In the interim, the high-stakes disagreement will undermine important relationships between this country and the EU, the EU and America, this country and America. It will also limit our capacity to offer certainty to those who might invest in this country.
The ruling will also support the argument, made so strongly last week by Oxfam, that Ireland is a top-tier tax haven offering sanctuary to international business in a way that undermines this and other societies. Though the Government rejects this charge — one supported by a US Senate committee and the UN — the zeitgeist suggests the Government’s refutation hardly rings with the credibility that might win the day. This, unfortunately, will further damage our body politic and the faith those who confront inequality can have in it. It also means that we, or at least our Government, will face accusations that they preside over a tax haven until the issue is finalised. It will also unsettle the conscience of the great majority of Irish people who want to believe that this country is a reliable, compliant international citizen rather that a bolt-hole destination facilitating the most aggressive tax planning. This behaviour once won us the unenviable title of “the Wild West of European finance”.

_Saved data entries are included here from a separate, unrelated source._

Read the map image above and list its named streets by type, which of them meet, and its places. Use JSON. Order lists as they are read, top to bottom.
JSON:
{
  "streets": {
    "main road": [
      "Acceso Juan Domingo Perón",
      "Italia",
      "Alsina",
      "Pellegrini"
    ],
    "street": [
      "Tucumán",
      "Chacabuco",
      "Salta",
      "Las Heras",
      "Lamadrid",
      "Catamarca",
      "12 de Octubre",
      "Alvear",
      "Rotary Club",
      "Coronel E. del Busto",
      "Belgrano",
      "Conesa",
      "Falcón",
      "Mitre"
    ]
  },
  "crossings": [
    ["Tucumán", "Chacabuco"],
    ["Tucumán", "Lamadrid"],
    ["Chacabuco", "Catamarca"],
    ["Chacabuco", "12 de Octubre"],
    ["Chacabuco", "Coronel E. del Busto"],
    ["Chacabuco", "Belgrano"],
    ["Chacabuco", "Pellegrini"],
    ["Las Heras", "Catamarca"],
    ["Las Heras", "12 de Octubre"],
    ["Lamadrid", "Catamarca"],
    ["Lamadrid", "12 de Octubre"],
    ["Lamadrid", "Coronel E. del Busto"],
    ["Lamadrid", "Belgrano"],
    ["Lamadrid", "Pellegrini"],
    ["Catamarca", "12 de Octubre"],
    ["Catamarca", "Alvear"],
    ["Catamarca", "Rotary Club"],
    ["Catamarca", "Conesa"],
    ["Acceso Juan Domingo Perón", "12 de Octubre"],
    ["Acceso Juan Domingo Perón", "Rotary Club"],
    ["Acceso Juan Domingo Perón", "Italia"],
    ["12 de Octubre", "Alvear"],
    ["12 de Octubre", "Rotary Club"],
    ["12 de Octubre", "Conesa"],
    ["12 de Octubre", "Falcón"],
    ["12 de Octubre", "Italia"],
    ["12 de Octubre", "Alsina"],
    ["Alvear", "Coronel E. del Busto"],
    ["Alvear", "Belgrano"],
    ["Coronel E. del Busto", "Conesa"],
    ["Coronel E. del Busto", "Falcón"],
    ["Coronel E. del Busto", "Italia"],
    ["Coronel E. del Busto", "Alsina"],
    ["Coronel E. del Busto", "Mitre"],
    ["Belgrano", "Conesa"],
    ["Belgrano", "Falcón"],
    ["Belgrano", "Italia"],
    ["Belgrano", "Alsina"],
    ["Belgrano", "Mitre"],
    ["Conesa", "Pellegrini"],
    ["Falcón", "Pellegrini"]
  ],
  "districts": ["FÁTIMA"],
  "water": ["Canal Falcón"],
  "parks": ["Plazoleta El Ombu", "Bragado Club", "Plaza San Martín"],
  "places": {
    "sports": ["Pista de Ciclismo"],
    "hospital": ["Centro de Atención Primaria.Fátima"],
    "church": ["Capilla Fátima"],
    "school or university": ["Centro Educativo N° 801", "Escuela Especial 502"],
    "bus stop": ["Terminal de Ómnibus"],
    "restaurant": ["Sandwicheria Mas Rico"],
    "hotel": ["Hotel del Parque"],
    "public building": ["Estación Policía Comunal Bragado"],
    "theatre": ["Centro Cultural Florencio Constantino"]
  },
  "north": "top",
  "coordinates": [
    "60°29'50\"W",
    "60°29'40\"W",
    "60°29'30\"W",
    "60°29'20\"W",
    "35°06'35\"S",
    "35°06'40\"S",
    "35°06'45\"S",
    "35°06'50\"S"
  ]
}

What an awkward, unappealing Catch 22. By asserting a position to support and attract the international businesses we depend on, we disappoint those working, in the name of social justice, to establish a trans-border tax system that is fair to business but protects the expectations of societies. We also disappoint those working at European level trying to close the loopholes that allowed Apple pay less than 1% of its turnover routed through Ireland in taxes. One of Apple’s subsidiaries based, in the very loosest terms, in Ireland had a turnover of €25bn in 2014 but paid only €10m in taxes on that spectacular figure. Dress it up as you may, it is immoral to defend a tax system that legitimises such a minuscule tariff.
This showdown was inevitable. For many years the impression that multinational corporations had moved beyond the control of national governments, especially small, job-hungry ones on the periphery of what every economic federation they were members of, has gathered momentum. Already, Fiat, Amazon, MacDonald’s and Starbucks are involved in similar actions.
There is a new impetus on this issue. A month from today the billionaires’ collective, that Donald Trump intends to install as his cabinet takes office, have signalled their intention to intervene on this issue in a way that serves America’s interests first, irrespective of consequences for others. We must try to imagine too how Brexit might move these goalposts. The challenge of protecting our interests without being defined and shamed as a tax-haven pariah has moved to a new, game-changing level. How this confrontation is resolved will have implications for decades to come.